▶ Problem description
All lines of the records below that contain the word "Turn" must be listed.

▶ Available records
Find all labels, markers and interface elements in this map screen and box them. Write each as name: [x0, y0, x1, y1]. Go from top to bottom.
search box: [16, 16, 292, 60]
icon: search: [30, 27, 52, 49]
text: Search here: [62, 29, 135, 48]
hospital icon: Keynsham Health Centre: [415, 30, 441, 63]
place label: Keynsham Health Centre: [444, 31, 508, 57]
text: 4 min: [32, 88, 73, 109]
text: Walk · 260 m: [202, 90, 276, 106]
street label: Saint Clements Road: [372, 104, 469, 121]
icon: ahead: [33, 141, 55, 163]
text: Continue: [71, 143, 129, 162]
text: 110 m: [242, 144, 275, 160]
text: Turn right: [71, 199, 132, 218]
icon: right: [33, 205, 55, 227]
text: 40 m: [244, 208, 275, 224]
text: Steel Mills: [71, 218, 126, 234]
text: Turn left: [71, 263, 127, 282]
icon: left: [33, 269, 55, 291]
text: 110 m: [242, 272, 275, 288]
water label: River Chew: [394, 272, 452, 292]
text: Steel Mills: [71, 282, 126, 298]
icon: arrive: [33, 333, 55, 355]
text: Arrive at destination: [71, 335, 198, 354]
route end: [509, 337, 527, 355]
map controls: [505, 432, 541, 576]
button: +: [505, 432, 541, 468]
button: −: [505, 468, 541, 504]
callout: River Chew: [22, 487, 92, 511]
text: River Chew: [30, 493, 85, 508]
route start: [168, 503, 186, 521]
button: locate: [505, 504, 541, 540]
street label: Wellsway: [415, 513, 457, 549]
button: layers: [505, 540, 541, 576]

▶ Output of the task
text: Turn right: [71, 199, 132, 218]
text: Turn left: [71, 263, 127, 282]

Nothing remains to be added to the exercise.